*What to do*.
Reproduce exactly, and solely, the lines running from the top of the data below through the line with "0 #514a45) drop-shadow(-1px", both inclusive. Omit pictures.

*Material shown*.
###
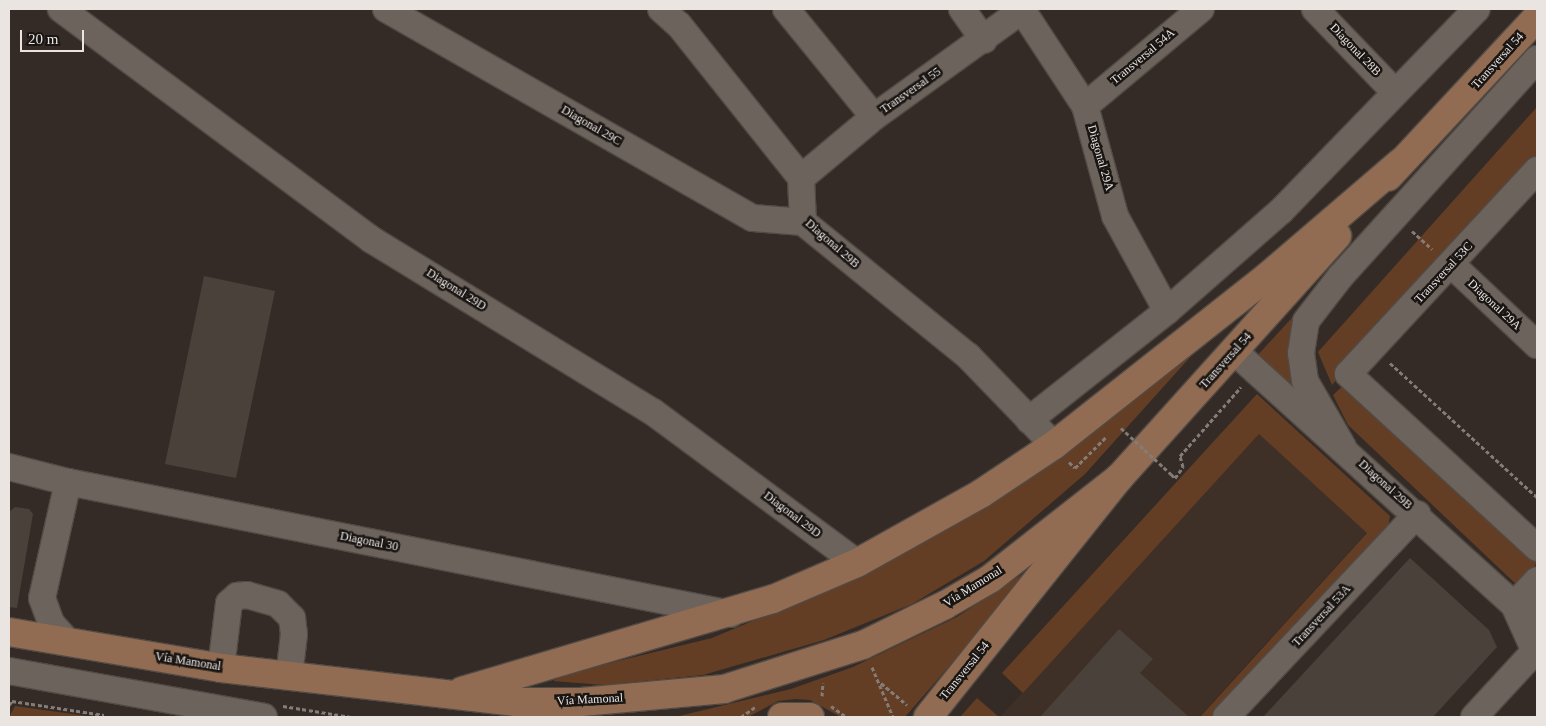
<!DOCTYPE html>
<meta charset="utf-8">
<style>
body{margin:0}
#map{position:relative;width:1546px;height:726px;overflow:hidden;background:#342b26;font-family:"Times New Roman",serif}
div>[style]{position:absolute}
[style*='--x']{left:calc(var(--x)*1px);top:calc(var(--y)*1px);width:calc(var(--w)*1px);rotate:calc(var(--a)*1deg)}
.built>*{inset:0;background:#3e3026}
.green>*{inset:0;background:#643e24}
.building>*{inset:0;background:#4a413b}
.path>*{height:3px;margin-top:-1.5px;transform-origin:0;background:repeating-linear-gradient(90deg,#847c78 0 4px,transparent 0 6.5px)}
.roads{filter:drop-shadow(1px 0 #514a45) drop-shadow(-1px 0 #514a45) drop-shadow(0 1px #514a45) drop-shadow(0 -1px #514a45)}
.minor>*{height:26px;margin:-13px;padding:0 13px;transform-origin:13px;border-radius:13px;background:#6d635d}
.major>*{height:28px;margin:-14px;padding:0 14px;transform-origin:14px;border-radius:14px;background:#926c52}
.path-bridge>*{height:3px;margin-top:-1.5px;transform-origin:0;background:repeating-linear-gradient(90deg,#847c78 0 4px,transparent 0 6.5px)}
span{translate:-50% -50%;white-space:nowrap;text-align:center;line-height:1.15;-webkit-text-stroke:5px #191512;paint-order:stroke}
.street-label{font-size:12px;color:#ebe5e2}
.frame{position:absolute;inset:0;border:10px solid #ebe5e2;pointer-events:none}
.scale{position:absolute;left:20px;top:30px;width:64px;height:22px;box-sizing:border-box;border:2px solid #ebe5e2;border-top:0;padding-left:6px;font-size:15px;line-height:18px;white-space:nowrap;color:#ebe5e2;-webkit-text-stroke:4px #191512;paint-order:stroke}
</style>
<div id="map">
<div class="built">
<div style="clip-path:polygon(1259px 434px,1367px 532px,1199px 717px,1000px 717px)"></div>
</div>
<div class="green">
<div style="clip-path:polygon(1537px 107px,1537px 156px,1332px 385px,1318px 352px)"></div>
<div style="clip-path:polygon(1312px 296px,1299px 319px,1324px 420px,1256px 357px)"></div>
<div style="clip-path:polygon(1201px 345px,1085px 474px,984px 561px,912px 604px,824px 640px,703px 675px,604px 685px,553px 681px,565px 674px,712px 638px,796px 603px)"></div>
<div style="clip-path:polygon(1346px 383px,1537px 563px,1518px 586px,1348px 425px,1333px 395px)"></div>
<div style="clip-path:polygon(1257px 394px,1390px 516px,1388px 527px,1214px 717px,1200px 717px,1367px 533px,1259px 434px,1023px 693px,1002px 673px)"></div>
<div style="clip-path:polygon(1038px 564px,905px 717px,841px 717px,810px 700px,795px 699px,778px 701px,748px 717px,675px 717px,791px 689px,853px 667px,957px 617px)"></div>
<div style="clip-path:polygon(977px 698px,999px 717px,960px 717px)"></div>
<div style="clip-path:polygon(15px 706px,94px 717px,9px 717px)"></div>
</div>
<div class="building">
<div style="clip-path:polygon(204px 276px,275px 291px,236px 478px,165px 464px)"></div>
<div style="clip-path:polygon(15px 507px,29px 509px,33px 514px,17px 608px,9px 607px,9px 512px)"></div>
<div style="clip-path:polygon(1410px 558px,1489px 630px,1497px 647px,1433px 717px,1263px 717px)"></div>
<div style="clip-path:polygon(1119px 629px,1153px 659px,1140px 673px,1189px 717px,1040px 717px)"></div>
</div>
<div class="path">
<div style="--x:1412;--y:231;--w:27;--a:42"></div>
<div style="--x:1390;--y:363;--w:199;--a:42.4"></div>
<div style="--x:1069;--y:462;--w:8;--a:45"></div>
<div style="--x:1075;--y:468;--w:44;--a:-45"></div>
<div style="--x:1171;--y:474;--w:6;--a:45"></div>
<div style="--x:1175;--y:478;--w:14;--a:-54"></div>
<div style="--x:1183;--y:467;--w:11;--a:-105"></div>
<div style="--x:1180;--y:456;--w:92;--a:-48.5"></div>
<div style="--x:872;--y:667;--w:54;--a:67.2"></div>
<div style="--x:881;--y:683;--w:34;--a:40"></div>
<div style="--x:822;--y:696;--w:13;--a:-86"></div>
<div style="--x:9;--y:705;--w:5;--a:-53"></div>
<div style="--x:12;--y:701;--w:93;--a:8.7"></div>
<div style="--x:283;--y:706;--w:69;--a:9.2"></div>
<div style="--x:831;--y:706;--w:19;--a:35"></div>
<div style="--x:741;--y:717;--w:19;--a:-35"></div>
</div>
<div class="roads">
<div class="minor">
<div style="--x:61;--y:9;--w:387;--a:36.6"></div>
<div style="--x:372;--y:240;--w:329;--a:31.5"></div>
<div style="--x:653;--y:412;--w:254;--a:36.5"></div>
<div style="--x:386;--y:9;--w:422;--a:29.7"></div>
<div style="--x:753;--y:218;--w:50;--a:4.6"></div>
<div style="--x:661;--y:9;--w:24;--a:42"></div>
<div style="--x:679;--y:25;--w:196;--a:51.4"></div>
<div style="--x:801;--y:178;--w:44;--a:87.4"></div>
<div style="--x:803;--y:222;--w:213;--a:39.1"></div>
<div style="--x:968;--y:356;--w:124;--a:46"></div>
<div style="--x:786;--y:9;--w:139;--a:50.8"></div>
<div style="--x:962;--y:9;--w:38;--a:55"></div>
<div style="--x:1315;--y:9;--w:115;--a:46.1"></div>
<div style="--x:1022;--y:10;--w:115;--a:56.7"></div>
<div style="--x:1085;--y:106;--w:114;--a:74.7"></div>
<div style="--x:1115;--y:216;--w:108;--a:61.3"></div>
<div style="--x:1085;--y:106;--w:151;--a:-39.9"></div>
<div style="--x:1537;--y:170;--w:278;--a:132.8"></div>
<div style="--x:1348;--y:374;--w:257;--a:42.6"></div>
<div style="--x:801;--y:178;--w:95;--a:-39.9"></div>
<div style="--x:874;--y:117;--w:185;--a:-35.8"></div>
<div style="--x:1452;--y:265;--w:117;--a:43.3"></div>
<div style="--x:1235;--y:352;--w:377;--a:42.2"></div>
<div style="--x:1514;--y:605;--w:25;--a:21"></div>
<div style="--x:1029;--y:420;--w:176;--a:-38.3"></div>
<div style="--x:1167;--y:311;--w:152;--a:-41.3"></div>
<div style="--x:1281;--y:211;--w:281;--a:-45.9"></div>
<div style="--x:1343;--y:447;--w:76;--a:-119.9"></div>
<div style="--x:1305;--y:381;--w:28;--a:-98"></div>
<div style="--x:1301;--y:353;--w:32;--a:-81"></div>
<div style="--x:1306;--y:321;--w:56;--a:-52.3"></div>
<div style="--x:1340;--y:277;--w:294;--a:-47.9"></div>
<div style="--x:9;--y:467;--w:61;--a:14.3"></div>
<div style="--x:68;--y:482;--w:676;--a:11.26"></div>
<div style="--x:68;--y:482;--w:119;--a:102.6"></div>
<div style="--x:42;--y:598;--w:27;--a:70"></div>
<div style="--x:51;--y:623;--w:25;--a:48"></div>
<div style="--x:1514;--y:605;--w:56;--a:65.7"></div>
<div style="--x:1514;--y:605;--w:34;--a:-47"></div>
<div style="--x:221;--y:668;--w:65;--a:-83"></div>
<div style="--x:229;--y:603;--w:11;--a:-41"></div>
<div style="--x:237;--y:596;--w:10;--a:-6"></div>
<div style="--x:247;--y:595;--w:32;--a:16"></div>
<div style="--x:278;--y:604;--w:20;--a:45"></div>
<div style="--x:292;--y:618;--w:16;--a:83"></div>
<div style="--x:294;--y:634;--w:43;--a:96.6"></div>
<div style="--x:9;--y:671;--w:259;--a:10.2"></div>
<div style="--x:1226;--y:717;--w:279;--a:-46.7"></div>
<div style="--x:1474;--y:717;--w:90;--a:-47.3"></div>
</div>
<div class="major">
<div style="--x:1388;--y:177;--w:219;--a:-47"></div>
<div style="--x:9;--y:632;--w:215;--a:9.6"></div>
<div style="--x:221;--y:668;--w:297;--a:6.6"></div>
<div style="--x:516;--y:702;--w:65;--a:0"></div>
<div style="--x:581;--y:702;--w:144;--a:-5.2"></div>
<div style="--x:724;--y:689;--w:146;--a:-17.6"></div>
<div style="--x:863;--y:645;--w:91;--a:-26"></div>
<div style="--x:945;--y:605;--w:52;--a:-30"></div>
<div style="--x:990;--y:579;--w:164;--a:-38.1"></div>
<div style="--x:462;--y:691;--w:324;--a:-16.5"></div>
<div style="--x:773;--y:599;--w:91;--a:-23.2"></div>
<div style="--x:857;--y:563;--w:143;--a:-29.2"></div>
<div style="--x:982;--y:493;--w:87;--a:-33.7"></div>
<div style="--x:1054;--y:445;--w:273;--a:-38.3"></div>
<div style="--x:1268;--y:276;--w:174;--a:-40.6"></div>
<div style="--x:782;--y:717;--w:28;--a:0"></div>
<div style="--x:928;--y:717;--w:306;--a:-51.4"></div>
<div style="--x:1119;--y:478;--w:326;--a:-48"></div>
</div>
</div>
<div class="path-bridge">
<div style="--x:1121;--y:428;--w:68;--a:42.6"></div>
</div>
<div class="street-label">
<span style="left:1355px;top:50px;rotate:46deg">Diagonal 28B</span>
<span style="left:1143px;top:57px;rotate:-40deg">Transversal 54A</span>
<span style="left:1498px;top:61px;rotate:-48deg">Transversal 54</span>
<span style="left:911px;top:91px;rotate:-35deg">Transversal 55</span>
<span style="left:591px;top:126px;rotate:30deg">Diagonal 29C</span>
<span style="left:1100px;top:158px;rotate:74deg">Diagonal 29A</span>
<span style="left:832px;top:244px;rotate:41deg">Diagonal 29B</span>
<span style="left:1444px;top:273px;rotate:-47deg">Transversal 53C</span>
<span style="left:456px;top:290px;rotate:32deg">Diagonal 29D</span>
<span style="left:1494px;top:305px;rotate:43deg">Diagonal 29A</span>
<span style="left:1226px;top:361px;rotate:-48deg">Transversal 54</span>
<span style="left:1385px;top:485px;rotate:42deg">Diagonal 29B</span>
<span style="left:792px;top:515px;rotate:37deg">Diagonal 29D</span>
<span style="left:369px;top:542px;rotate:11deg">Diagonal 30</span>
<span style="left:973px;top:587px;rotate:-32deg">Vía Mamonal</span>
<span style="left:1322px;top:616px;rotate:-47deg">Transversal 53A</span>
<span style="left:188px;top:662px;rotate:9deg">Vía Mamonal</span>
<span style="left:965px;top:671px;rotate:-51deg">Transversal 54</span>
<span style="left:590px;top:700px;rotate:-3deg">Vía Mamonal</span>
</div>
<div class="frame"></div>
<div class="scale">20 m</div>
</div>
###
*Exercise output*.
<!DOCTYPE html>
<meta charset="utf-8">
<style>
body{margin:0}
#map{position:relative;width:1546px;height:726px;overflow:hidden;background:#342b26;font-family:"Times New Roman",serif}
div>[style]{position:absolute}
[style*='--x']{left:calc(var(--x)*1px);top:calc(var(--y)*1px);width:calc(var(--w)*1px);rotate:calc(var(--a)*1deg)}
.built>*{inset:0;background:#3e3026}
.green>*{inset:0;background:#643e24}
.building>*{inset:0;background:#4a413b}
.path>*{height:3px;margin-top:-1.5px;transform-origin:0;background:repeating-linear-gradient(90deg,#847c78 0 4px,transparent 0 6.5px)}
.roads{filter:drop-shadow(1px 0 #514a45) drop-shadow(-1px 0 #514a45) drop-shadow(0 1px #514a45) drop-shadow(0 -1px #514a45)}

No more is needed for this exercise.